### AIM OF THE TASK:
In the listing below, find each line holding "David" and copy it.
┄┄┄┄┄┄┄┄┄┄
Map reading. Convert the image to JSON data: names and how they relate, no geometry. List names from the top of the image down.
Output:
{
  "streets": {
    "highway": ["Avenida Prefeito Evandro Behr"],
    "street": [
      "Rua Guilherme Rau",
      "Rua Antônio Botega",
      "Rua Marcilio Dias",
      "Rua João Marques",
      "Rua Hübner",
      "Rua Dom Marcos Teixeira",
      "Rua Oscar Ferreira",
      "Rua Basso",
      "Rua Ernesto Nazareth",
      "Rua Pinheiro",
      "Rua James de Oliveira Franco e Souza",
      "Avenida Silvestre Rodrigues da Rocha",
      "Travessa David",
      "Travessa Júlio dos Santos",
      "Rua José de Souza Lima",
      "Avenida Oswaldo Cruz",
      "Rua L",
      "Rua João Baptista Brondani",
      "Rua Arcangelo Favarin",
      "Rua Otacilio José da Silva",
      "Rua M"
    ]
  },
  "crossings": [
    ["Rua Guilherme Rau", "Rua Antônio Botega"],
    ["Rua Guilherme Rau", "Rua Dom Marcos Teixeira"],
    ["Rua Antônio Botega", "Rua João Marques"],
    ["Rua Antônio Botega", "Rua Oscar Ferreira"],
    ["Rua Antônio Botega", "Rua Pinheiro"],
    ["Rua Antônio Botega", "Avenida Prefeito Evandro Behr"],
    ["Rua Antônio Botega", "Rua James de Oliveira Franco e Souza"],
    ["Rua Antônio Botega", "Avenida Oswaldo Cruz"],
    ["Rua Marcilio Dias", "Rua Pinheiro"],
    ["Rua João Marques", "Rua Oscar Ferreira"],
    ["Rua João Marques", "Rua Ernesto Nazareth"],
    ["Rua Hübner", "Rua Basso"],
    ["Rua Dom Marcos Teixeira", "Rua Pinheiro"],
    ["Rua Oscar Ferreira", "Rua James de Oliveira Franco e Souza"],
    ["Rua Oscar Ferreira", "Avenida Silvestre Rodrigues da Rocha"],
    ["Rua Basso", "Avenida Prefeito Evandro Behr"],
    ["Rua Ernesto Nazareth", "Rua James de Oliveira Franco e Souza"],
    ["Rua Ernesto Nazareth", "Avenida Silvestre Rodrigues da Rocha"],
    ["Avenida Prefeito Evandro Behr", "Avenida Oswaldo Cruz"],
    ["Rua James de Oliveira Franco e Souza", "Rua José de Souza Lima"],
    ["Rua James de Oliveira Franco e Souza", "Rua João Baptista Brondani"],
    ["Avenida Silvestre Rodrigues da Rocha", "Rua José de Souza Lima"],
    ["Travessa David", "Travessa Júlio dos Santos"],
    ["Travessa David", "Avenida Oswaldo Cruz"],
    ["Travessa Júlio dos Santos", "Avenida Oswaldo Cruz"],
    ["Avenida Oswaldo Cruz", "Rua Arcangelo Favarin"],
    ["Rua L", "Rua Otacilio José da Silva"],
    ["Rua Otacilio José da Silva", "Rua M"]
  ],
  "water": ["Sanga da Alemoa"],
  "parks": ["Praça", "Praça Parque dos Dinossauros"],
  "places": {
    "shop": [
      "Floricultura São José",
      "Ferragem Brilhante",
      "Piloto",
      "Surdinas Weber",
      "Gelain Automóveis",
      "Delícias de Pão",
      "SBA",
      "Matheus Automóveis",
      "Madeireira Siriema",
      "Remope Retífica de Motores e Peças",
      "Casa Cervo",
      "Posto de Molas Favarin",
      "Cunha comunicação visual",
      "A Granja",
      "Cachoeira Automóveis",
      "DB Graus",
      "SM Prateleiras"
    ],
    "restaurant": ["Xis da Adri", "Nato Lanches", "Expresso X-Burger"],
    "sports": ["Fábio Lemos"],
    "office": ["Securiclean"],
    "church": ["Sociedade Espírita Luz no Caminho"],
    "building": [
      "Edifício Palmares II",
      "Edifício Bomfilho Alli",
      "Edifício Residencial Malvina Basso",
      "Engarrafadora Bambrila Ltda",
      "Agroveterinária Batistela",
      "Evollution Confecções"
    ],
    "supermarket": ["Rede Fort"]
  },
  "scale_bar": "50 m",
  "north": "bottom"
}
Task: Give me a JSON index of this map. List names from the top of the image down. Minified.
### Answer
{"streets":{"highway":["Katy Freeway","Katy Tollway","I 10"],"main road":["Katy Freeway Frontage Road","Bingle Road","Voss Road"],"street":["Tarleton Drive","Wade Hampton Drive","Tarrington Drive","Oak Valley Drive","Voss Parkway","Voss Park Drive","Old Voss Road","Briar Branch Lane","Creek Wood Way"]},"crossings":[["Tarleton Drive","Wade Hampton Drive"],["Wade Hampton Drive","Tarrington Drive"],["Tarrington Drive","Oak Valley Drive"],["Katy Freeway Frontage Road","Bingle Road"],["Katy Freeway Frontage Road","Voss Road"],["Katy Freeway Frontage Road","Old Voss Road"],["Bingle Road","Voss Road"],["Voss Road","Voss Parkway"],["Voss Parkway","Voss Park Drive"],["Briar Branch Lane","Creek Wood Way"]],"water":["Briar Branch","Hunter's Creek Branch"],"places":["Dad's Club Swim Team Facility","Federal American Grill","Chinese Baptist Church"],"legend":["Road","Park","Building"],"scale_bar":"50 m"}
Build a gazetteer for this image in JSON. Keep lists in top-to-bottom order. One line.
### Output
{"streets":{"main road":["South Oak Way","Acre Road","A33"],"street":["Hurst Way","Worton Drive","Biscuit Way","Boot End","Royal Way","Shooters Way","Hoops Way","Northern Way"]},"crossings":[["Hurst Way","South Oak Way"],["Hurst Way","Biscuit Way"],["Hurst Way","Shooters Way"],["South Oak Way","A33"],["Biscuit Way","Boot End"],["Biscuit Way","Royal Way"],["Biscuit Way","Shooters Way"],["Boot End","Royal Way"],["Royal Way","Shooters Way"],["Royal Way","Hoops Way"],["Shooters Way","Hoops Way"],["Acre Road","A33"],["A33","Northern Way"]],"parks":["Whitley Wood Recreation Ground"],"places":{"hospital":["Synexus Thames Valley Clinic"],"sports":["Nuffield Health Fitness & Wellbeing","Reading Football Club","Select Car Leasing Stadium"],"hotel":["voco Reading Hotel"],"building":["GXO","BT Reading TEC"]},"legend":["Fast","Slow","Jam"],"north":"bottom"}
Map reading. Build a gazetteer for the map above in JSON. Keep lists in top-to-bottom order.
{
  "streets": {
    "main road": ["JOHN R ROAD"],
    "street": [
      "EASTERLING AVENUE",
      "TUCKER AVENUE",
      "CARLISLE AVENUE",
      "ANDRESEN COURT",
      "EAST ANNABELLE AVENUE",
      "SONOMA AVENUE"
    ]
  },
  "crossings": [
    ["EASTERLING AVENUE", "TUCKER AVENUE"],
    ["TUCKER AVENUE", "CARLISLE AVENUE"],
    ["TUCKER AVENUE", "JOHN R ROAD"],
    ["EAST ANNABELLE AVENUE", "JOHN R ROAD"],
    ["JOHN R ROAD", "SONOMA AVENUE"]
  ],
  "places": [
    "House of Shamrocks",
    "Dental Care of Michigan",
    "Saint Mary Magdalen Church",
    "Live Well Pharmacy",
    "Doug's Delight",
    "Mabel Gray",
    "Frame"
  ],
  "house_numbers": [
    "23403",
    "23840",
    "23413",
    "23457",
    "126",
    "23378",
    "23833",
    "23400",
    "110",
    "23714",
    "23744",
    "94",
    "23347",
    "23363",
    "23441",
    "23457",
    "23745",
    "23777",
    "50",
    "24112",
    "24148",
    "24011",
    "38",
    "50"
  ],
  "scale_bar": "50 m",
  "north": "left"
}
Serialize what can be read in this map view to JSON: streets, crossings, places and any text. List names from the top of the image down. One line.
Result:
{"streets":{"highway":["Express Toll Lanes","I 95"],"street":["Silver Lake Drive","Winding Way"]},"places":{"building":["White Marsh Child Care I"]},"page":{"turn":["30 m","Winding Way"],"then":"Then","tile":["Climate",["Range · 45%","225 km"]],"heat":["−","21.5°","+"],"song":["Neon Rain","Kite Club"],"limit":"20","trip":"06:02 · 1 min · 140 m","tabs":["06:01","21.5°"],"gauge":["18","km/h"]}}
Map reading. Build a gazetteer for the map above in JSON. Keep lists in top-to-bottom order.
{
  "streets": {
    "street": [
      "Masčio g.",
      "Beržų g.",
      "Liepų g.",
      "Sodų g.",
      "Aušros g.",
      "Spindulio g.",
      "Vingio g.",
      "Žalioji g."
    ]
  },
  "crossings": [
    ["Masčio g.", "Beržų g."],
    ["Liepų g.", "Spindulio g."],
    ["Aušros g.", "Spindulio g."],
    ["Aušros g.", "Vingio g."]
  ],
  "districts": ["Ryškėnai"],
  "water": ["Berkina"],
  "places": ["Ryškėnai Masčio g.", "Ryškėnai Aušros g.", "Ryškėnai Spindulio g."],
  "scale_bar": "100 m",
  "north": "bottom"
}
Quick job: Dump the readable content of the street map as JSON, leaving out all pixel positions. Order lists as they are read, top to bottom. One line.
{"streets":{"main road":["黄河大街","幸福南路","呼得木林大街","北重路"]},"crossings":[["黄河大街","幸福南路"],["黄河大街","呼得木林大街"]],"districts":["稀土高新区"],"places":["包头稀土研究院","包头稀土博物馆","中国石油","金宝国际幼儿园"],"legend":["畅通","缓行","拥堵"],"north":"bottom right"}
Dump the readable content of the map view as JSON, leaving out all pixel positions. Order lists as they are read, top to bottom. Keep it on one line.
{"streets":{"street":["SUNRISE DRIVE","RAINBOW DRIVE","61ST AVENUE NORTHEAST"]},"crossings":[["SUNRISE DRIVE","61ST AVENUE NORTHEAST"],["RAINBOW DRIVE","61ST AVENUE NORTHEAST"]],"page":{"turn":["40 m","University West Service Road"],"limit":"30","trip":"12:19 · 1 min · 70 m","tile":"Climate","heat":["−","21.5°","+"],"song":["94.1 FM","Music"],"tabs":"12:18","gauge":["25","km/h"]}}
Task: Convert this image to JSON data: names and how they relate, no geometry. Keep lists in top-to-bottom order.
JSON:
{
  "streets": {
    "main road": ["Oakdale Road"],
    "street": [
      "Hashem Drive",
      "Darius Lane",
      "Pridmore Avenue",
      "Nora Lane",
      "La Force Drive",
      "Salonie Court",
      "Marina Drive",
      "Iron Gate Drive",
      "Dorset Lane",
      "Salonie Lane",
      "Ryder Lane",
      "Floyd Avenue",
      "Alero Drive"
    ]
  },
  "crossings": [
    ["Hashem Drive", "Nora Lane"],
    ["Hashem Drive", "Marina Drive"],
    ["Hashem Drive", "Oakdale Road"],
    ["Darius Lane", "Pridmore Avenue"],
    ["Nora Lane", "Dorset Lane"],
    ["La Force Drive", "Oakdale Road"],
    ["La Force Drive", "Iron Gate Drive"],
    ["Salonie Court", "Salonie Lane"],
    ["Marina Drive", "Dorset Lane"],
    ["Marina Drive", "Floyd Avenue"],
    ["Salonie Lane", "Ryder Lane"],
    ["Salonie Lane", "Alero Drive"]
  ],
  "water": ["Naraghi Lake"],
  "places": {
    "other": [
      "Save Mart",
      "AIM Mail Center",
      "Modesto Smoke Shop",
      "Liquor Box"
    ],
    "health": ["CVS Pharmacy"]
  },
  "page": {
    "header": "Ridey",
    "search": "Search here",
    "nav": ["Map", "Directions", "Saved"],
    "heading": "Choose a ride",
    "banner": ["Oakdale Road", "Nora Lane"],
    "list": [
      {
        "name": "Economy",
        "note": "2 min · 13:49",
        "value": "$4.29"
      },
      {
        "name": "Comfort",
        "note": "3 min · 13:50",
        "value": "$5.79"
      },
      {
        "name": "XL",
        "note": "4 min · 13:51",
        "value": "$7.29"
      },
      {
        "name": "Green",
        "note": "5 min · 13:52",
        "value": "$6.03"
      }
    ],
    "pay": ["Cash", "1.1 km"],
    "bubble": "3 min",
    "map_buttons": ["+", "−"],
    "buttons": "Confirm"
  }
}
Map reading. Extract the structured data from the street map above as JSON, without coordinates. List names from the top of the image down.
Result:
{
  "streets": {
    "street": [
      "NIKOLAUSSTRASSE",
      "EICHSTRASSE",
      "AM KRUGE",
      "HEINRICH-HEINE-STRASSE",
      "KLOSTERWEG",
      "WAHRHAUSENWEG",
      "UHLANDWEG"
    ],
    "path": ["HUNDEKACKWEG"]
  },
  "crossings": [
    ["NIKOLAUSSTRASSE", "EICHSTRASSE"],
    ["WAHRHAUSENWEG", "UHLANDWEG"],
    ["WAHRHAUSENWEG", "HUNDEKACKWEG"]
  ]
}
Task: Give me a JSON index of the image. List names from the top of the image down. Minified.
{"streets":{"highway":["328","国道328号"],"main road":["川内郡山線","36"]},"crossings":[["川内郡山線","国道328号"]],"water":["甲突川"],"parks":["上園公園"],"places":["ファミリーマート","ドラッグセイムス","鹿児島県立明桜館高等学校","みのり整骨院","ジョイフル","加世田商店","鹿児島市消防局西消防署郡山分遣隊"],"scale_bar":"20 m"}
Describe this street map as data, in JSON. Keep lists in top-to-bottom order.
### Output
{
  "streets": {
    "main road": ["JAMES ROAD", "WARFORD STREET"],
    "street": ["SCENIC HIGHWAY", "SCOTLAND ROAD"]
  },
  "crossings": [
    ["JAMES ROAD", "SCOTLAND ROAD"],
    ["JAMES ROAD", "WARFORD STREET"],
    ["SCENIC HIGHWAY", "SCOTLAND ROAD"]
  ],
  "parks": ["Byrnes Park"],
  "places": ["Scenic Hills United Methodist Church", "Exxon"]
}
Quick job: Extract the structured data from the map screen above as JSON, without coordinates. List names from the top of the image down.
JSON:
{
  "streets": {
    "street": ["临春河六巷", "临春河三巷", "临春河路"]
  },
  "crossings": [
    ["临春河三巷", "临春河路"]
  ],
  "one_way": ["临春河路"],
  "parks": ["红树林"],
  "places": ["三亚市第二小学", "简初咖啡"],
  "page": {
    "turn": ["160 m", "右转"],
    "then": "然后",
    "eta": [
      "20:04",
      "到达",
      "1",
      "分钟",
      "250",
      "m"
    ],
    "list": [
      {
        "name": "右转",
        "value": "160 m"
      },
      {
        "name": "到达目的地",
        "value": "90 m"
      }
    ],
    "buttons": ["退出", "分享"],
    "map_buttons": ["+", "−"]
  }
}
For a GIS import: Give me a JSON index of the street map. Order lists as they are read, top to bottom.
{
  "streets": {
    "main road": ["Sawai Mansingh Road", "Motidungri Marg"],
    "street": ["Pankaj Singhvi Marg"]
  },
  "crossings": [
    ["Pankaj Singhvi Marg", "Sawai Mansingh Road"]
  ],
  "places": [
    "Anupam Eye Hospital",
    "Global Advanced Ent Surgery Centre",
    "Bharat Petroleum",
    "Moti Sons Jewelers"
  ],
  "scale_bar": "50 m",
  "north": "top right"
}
┄┄┄┄┄┄┄┄┄┄
### YOUR RESPONSE:
      "Travessa David",
    ["Travessa David", "Travessa Júlio dos Santos"],
    ["Travessa David", "Avenida Oswaldo Cruz"],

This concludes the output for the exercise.